Drucker skillfully traces the development of this critical position, suggesting a methodology closer to the actual practices of the early avant-garde artists based on a rereading of their critical and theoretical writings. After reviewing theories of signification, the production of meaning, and materiality, she analyzes the work of four poets active in the typographic experimentation of the 1910s and 1920s: Ilia Zdanevich, Filippo Marinetti, Guillaume Apollinaire, and Tristan Tzara. Drucker explores the context for experimental typography in terms of printing, handwriting, and other practices concerned with the visual representation of language.
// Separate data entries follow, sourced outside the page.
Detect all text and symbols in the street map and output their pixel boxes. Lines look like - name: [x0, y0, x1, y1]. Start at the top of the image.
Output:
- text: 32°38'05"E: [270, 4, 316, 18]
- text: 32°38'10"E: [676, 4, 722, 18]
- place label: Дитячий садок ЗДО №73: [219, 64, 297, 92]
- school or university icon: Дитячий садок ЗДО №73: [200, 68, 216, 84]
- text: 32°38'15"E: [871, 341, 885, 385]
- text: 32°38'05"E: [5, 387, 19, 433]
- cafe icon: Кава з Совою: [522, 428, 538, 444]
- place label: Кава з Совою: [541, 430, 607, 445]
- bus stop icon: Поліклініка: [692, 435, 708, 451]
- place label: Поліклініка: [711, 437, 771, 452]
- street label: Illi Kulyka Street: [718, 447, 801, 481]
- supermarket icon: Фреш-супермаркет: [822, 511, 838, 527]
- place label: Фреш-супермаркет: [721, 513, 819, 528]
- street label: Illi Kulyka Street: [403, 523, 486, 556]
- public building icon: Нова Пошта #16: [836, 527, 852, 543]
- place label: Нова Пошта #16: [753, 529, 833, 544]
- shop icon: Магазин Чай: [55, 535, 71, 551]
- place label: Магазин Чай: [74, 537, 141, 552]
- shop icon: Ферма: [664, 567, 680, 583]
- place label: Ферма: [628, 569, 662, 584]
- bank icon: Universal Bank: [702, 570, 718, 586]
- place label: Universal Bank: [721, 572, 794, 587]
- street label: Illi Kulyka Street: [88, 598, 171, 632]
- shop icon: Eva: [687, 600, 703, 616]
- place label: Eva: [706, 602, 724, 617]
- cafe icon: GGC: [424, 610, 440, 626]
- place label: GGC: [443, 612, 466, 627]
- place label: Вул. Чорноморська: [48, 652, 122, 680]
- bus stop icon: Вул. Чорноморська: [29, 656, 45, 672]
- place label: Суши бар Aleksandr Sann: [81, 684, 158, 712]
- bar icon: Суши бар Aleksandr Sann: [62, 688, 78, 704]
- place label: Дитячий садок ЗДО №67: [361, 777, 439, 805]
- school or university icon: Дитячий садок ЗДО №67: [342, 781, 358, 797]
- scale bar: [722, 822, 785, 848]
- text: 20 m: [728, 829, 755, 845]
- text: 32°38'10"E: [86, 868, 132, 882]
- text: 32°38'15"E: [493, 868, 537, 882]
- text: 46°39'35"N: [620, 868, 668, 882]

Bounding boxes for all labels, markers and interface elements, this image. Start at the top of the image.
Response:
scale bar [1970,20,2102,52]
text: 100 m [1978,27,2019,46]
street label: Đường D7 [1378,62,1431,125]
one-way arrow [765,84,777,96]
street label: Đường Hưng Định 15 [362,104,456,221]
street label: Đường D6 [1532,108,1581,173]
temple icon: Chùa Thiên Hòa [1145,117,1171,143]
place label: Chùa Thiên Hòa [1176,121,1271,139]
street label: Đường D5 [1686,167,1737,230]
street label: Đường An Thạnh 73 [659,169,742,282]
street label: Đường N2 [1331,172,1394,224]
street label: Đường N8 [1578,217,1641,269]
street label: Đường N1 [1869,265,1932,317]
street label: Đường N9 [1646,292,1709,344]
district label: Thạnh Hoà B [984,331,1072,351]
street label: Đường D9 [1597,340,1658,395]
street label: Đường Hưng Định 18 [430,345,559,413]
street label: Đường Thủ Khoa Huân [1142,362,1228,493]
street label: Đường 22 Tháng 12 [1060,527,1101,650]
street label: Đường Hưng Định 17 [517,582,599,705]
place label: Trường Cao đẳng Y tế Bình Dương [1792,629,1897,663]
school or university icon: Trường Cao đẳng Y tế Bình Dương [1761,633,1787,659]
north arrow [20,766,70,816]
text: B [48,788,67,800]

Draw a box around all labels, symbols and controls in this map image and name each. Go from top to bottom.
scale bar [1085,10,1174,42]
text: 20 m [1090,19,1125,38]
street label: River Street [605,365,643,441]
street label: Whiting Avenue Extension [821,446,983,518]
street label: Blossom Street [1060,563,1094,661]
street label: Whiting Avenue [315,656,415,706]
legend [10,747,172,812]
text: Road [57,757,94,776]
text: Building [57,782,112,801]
Her book concludes with a brief look at the ways in which experimental techniques of the early avant-garde were transformed in both literary work and in applications to commercial design throughout the 1920s and early 1930s.
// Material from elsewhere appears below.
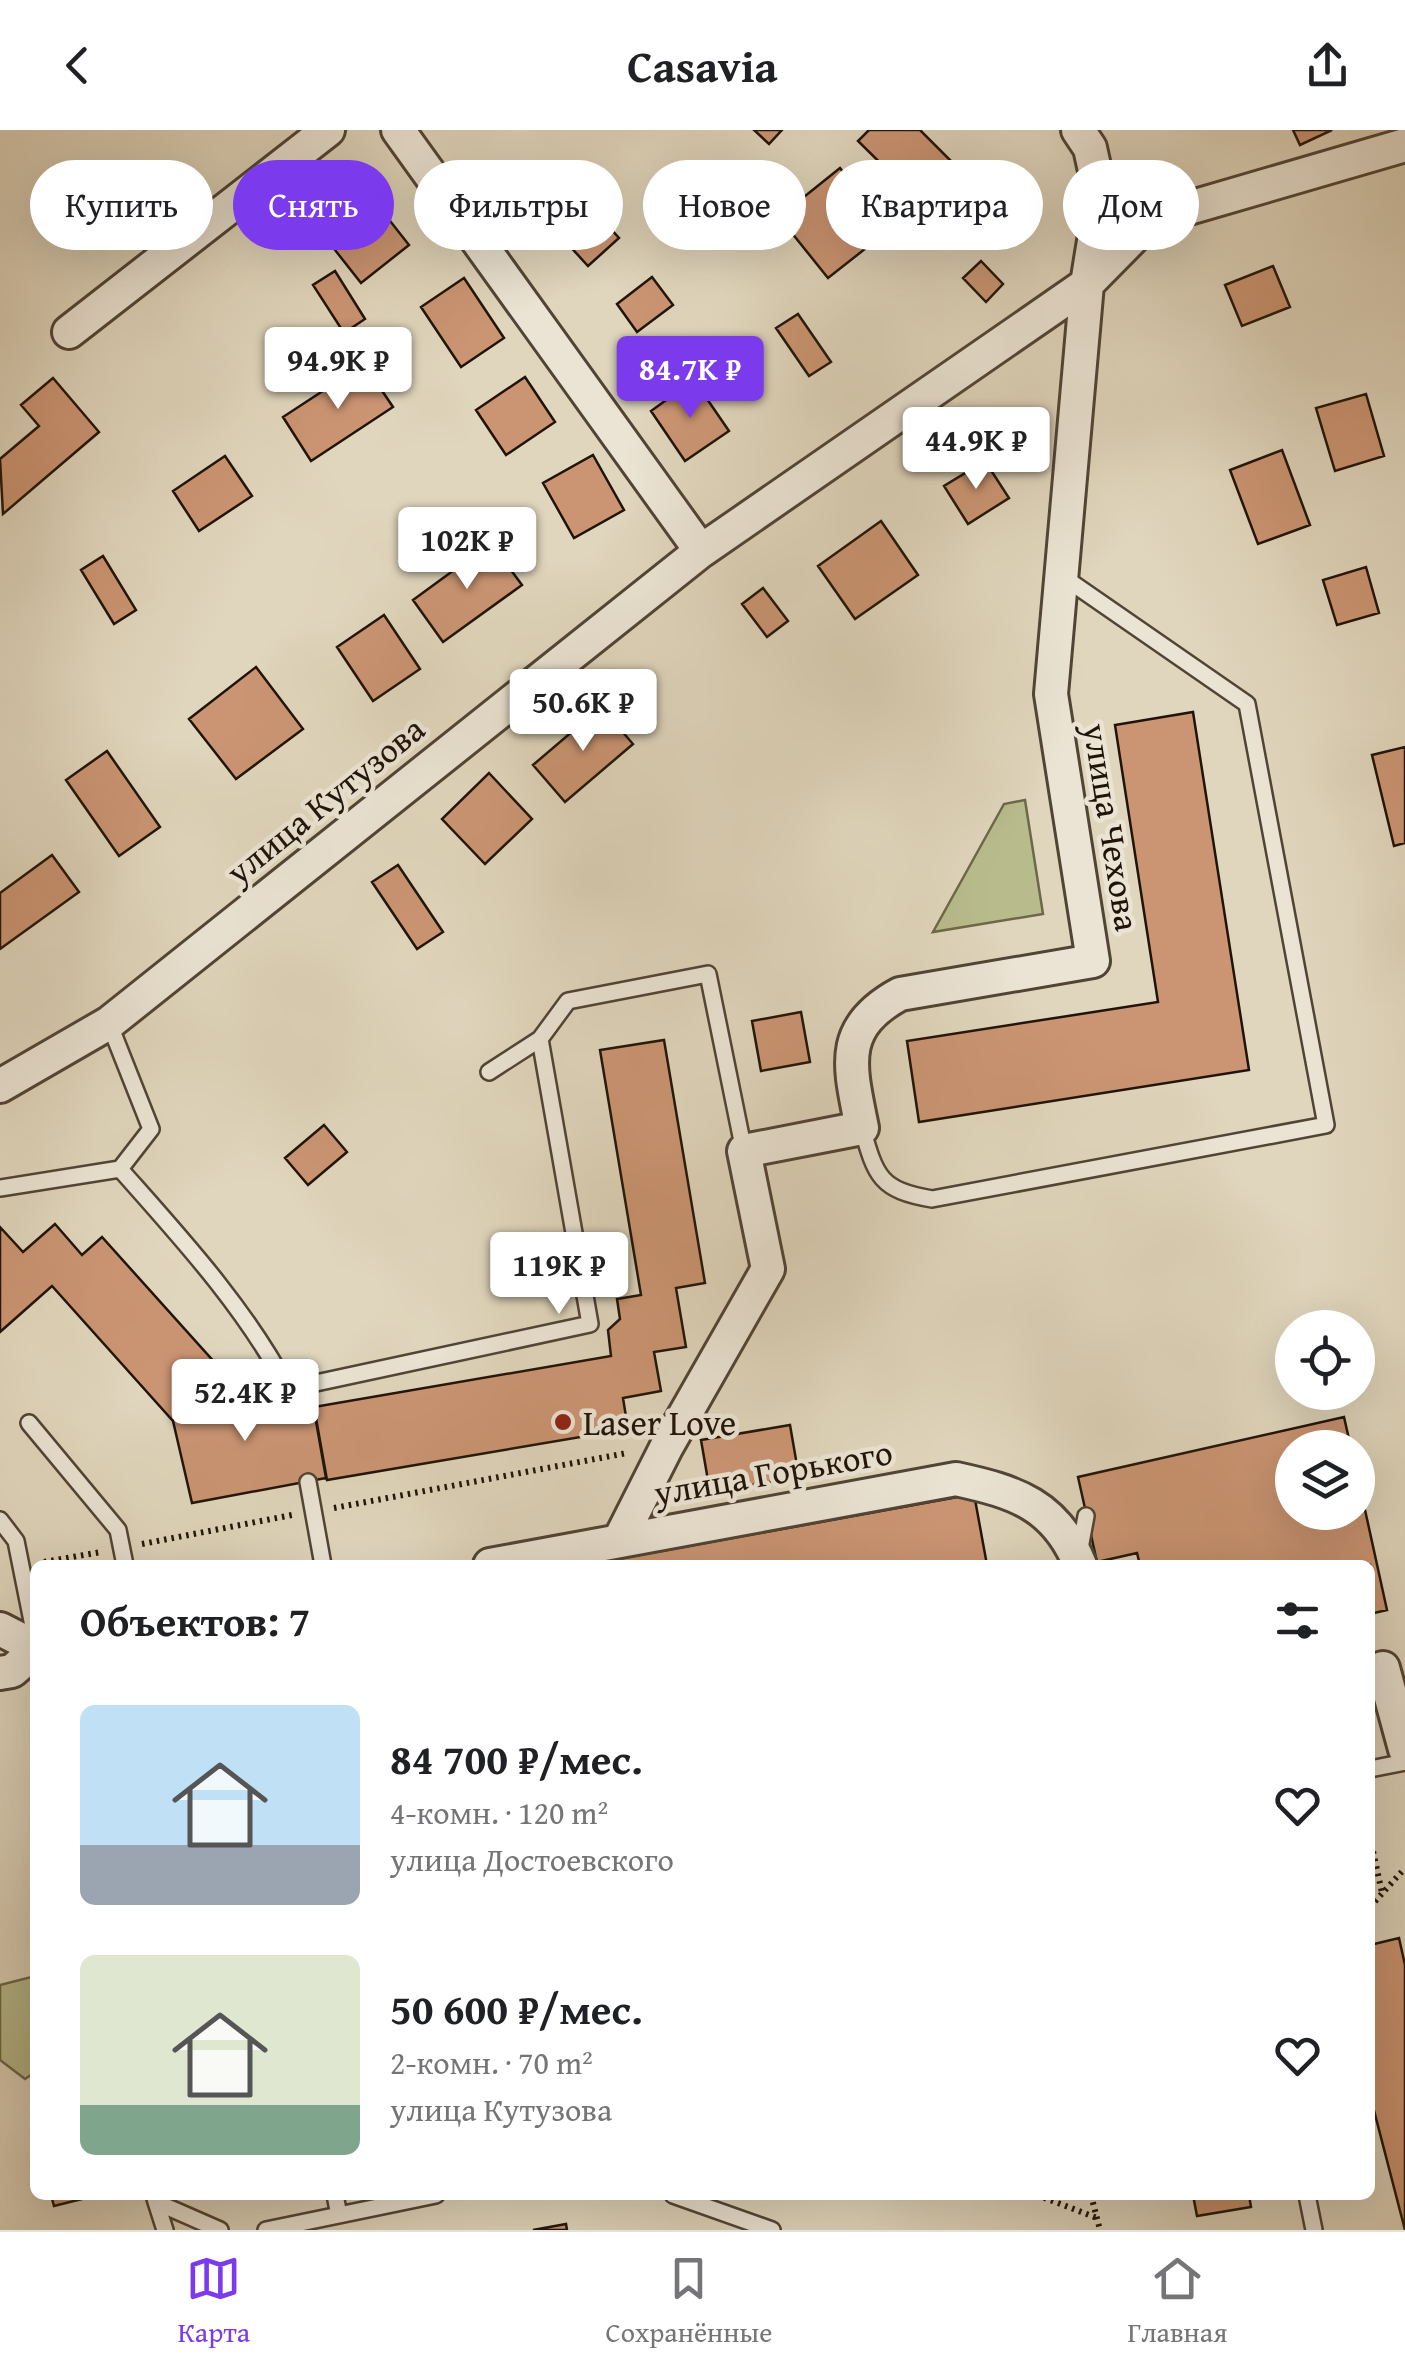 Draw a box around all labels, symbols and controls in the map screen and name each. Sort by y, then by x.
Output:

Mallarmé and the Poetics of Everyday Life

Mallarmé and the Poetics of Everyday Life
Author: Hélène Stafford
Publisher: BRILL
Total Pages: 244
Release: 2022-06-08
Genre: Social Science
ISBN: 9004456015

This book is concerned with the relocation of the concept of the ordinary within the works of Stéphane Mallarmé (1842-98). It engages with much of Mallarmé’s oeuvre, concentrating on the textual features which reveal that, even in his most difficult texts, the ordinary as conceptual tool, as textual matter and as contemporary environment is never dismissed, but re-invented and invested with new and lively meaning. The instability of the concept in the texts, its qualities which range from the threatening to the immensely fertile make it a particularly rewarding area of study, against the background of a critical corpus which has in the past seen Mallarmé’s work at best as unconcerned with ordinary life, at worst as irremediably removed from it. Here is presented for the first time a study of a metalanguage which appears surprisingly frequently in the Mallarmé corpus. The complex metaphorisation of the banal in Mallarmé’s oeuvre, as well as the ideological discourse of the journalistic writings in their engagement with contemporary life are analysed and contribute to the demonstration of the existence within the corpus of an idealised ordinary world re-invented by the poet.
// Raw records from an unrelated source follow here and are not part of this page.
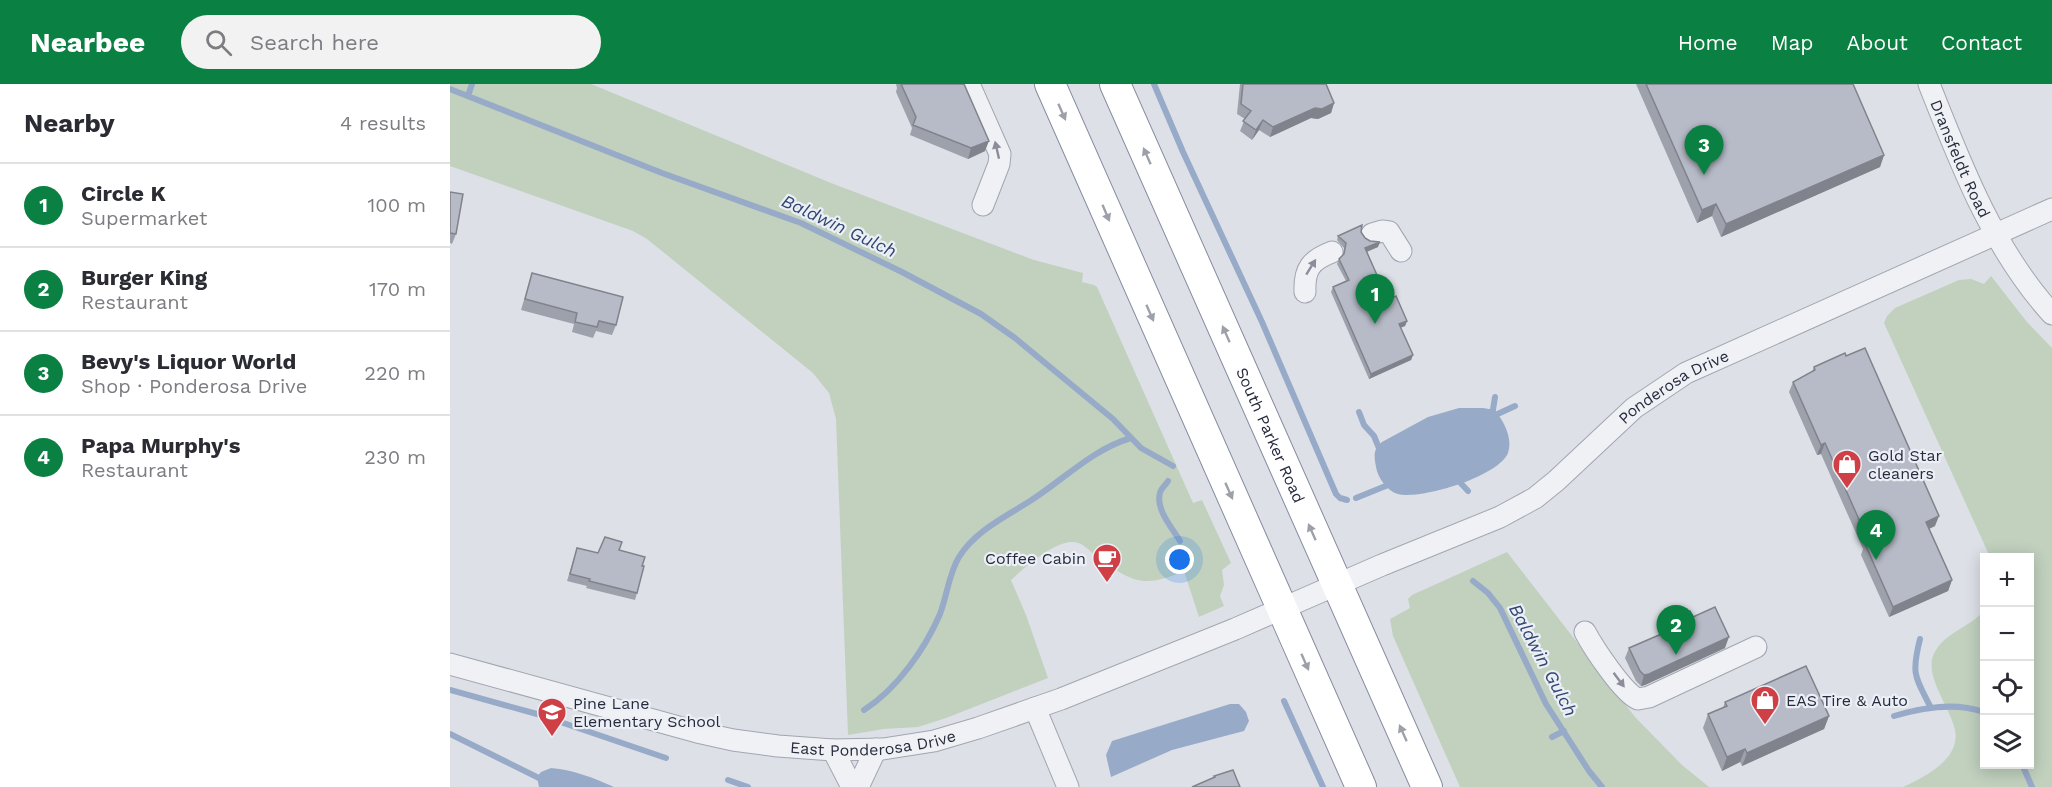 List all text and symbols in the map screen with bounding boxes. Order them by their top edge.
search box [181,15,601,69]
text: Nearbee [30,26,145,59]
icon: search [202,26,235,59]
text: Search here [250,30,379,55]
text: Home [1678,30,1738,55]
text: Map [1771,30,1814,55]
text: About [1847,30,1908,55]
text: Contact [1941,30,2022,55]
street label: Dransfeldt Road [1926,97,1994,221]
one-way arrow [1057,103,1067,121]
text: Nearby [24,108,115,138]
text: 4 results [340,111,426,135]
pin: 3 [1684,126,1724,175]
one-way arrow [992,141,1002,159]
one-way arrow [1142,147,1151,164]
text: Circle K [81,181,166,206]
water label: Baldwin Gulch [778,190,900,261]
text: 1 [39,193,48,217]
text: 100 m [367,193,426,217]
one-way arrow [1101,204,1111,222]
text: Supermarket [81,206,207,230]
one-way arrow [1306,259,1317,276]
text: Burger King [81,265,207,290]
pin: 1 [1356,274,1394,324]
text: 2 [38,277,49,301]
text: 170 m [369,277,426,301]
text: Restaurant [81,290,188,314]
one-way arrow [1146,304,1155,322]
one-way arrow [1220,325,1230,343]
street label: Ponderosa Drive [1614,346,1732,428]
text: Bevy's Liquor World [81,349,296,374]
text: 3 [38,361,49,385]
text: 220 m [364,361,426,385]
street label: South Parker Road [1232,365,1309,506]
text: Shop · Ponderosa Drive [81,374,307,398]
text: Papa Murphy's [81,433,240,458]
text: 4 [37,445,50,469]
text: 230 m [364,445,426,469]
place label: Gold Star cleaners [1868,446,1943,483]
shop icon: Gold Star cleaners [1831,448,1863,490]
text: Restaurant [81,458,188,482]
one-way arrow [1224,483,1234,501]
pin: 4 [1856,510,1896,560]
one-way arrow [1307,522,1317,540]
cafe icon: Coffee Cabin [1091,542,1123,584]
your location [1165,545,1194,574]
place label: Coffee Cabin [985,549,1086,568]
map controls [1980,553,2034,769]
button: + [1980,553,2034,607]
water label: Baldwin Gulch [1505,600,1582,720]
pin: 2 [1656,606,1696,655]
button: − [1980,607,2034,661]
one-way arrow [1300,654,1310,672]
button: locate [1980,661,2034,715]
one-way arrow [1612,673,1624,688]
shop icon: EAS Tire & Auto [1749,684,1781,726]
place label: EAS Tire & Auto [1786,691,1908,710]
place label: Pine Lane Elementary School [573,694,721,731]
school or university icon: Pine Lane Elementary School [536,696,568,738]
button: layers [1980,715,2034,769]
one-way arrow [1398,724,1408,742]
street label: East Ponderosa Drive [789,726,958,760]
Comparative Criticism: Volume 2, Text and Reader

Comparative Criticism: Volume 2, Text and Reader
Author: E. S. Shaffer
Publisher: Cambridge University Press
Total Pages: 374
Release: 1980-11-06
Genre: Drama
ISBN: 9780521227568

A yearbook sponsored by the British Comparative Literature Association asserting that comparative literary studies represent a major direction forwards.

Collected Poems

Collected Poems
Author: Stéphane Mallarmé
Publisher: Univ of California Press
Total Pages: 304
Release: 2011-01-15
Genre: Literary Criticism
ISBN: 0520268148

In this classic tale, Richard Kim paints seven vivid scenes from a boyhood and early adolescence in Korea at the height of the Japanese occupation, 1932 to 1945. Taking its title from the grim fact that the occupiers forced the Koreans to renounce their own names and adopt Japanese names instead, the book follows one Korean family through the Japanese occupation to the surrender of the Japanese empire. Lost Names is at once a loving memory of family and a vivid portrayal of life in a time of anguish.